# [What to do]
Print, exactly as they appear in the listing below, the lines from the line with "0,1292px 0,1246px 63px,1317px" to the line with "0,1645px 0,1594px 93px,1459px", with both end lines kept.

# [Data to process]

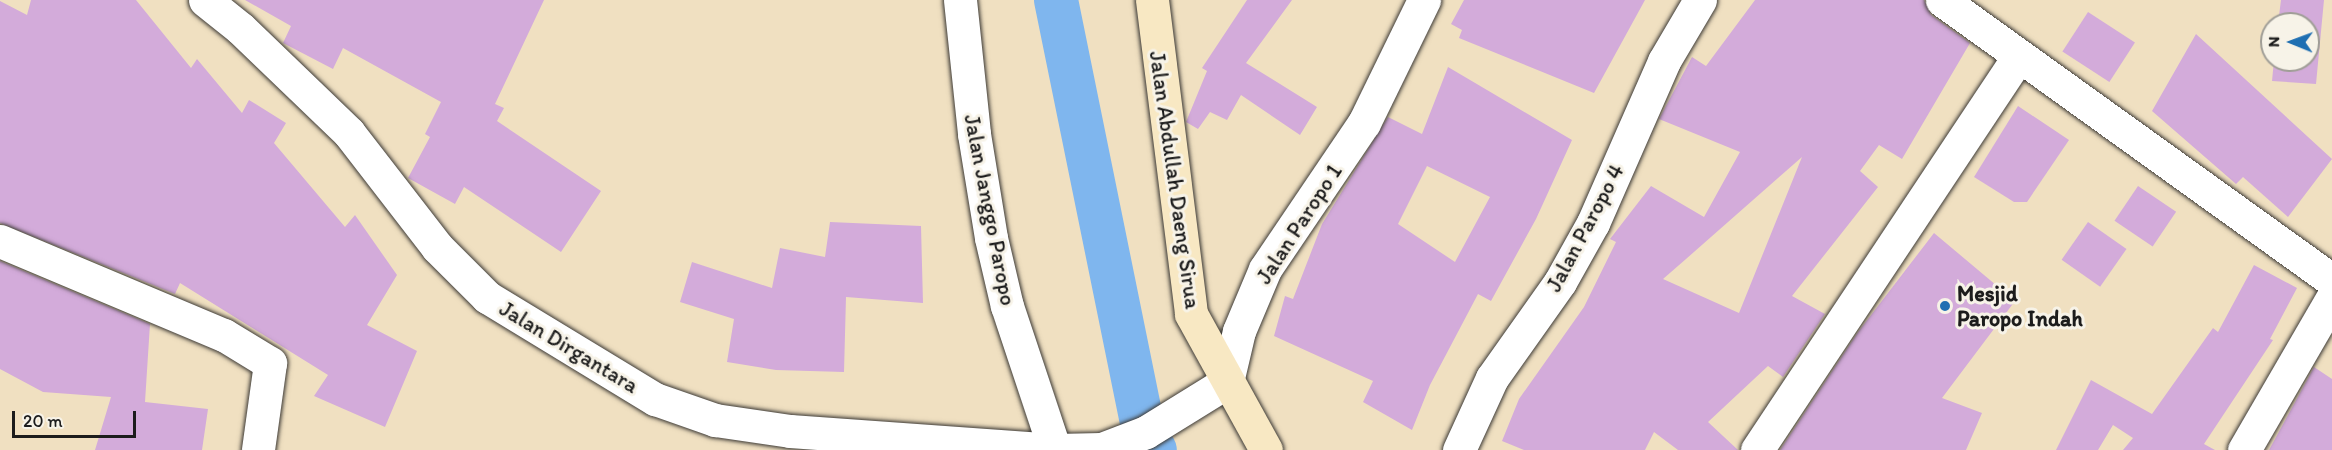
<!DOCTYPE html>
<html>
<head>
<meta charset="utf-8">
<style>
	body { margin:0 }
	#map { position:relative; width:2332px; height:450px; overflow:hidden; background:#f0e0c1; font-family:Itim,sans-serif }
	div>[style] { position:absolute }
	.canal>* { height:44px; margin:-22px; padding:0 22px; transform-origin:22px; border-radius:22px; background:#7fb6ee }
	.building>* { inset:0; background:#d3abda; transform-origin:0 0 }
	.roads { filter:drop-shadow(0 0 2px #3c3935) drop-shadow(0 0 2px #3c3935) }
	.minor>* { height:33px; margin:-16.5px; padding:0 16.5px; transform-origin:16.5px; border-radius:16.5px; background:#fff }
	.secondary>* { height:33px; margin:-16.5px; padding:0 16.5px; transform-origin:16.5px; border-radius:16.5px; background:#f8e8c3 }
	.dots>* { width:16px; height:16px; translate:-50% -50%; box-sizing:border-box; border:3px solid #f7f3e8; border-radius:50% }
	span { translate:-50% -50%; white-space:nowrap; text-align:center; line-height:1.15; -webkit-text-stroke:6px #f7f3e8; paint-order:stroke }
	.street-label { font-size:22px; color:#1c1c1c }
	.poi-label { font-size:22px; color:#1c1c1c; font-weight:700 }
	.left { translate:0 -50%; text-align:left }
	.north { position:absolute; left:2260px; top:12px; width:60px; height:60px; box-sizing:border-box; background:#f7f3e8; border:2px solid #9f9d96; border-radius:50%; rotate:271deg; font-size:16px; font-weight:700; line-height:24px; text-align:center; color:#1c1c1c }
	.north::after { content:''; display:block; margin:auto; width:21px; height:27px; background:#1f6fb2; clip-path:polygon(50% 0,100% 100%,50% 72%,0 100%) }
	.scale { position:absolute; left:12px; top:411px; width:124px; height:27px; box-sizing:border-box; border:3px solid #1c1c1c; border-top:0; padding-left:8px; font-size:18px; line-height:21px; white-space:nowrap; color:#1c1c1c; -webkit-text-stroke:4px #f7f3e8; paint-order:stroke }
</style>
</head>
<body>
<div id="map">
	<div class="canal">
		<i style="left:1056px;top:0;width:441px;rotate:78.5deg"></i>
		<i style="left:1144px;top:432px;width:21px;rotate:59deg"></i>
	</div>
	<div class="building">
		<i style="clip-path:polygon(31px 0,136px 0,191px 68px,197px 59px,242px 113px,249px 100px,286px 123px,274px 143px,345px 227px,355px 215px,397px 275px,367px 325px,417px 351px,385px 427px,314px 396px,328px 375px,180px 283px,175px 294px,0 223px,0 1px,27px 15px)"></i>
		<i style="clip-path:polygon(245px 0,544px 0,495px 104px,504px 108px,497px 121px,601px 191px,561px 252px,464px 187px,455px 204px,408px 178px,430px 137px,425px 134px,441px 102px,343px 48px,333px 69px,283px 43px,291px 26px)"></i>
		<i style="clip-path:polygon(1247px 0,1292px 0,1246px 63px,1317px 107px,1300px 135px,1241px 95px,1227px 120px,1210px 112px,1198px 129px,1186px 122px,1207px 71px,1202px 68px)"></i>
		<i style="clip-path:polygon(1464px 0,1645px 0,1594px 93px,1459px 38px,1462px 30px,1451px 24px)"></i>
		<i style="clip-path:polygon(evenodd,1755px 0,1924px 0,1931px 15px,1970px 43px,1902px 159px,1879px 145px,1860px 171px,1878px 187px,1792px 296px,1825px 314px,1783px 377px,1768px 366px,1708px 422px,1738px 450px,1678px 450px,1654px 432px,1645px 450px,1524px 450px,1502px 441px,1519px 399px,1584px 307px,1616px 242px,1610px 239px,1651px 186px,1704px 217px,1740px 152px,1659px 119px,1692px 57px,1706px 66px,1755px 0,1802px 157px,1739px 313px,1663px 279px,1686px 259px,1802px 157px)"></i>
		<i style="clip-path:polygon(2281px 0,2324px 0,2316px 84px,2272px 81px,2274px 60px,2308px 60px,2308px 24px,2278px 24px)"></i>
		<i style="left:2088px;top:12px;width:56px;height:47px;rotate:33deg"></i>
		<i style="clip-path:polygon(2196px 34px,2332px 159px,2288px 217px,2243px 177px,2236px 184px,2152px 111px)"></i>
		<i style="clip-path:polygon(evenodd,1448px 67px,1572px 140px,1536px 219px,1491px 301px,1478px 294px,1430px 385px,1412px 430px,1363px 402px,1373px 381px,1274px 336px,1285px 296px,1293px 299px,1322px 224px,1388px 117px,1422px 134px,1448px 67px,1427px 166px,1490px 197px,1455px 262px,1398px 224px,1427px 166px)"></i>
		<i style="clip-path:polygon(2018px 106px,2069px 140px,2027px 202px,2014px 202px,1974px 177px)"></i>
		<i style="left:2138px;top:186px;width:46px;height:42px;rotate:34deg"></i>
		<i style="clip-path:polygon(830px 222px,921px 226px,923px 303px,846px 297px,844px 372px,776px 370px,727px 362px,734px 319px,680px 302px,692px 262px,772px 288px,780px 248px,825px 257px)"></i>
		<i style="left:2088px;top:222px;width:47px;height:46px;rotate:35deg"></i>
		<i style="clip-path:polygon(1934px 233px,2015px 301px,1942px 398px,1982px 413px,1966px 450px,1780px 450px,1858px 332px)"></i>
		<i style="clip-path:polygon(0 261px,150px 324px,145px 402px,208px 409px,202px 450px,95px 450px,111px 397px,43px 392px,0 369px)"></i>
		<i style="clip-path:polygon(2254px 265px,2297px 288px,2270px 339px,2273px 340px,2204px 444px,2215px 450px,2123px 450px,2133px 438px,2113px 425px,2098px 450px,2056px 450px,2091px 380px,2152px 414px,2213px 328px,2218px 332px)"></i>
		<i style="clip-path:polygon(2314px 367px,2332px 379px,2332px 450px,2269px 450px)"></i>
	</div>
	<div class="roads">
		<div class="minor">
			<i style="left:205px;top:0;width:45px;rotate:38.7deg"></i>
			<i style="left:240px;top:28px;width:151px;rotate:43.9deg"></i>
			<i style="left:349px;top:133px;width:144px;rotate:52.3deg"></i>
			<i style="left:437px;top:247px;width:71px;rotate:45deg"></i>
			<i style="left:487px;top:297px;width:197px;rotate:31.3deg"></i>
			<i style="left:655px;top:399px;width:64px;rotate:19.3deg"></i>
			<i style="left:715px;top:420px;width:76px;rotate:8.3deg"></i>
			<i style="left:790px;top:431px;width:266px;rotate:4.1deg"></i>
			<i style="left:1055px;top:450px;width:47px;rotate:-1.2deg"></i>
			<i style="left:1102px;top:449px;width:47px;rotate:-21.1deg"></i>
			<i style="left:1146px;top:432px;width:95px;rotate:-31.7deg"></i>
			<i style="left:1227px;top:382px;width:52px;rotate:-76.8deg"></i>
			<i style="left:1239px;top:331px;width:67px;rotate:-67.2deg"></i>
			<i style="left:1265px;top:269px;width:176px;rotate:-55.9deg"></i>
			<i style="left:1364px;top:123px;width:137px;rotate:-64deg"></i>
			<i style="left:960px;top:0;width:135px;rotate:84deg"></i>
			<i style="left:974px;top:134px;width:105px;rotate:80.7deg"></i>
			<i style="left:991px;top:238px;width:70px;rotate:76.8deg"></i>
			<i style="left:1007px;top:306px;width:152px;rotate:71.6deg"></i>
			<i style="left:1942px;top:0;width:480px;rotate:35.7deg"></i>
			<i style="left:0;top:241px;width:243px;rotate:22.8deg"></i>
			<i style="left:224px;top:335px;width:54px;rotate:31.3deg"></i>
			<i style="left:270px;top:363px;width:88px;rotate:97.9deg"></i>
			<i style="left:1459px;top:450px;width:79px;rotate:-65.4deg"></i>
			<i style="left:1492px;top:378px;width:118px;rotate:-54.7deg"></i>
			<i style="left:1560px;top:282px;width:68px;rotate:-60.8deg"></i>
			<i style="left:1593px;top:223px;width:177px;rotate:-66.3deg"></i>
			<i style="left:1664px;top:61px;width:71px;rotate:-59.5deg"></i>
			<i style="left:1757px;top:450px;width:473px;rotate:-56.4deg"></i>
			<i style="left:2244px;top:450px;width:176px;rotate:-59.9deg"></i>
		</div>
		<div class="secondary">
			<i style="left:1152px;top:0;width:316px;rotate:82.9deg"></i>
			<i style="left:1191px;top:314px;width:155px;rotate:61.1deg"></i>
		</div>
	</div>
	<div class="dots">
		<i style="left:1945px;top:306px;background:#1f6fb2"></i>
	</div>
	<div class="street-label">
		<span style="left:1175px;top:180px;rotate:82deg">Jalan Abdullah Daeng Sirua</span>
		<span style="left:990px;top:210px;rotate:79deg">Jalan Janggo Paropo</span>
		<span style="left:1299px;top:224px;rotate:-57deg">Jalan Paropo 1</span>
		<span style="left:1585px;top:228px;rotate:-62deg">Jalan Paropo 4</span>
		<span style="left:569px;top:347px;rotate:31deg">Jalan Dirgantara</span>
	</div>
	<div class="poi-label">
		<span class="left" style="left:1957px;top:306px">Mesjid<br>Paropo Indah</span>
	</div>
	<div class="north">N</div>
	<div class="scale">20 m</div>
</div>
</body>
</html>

# [Exercise response]
		<i style="clip-path:polygon(1247px 0,1292px 0,1246px 63px,1317px 107px,1300px 135px,1241px 95px,1227px 120px,1210px 112px,1198px 129px,1186px 122px,1207px 71px,1202px 68px)"></i>
		<i style="clip-path:polygon(1464px 0,1645px 0,1594px 93px,1459px 38px,1462px 30px,1451px 24px)"></i>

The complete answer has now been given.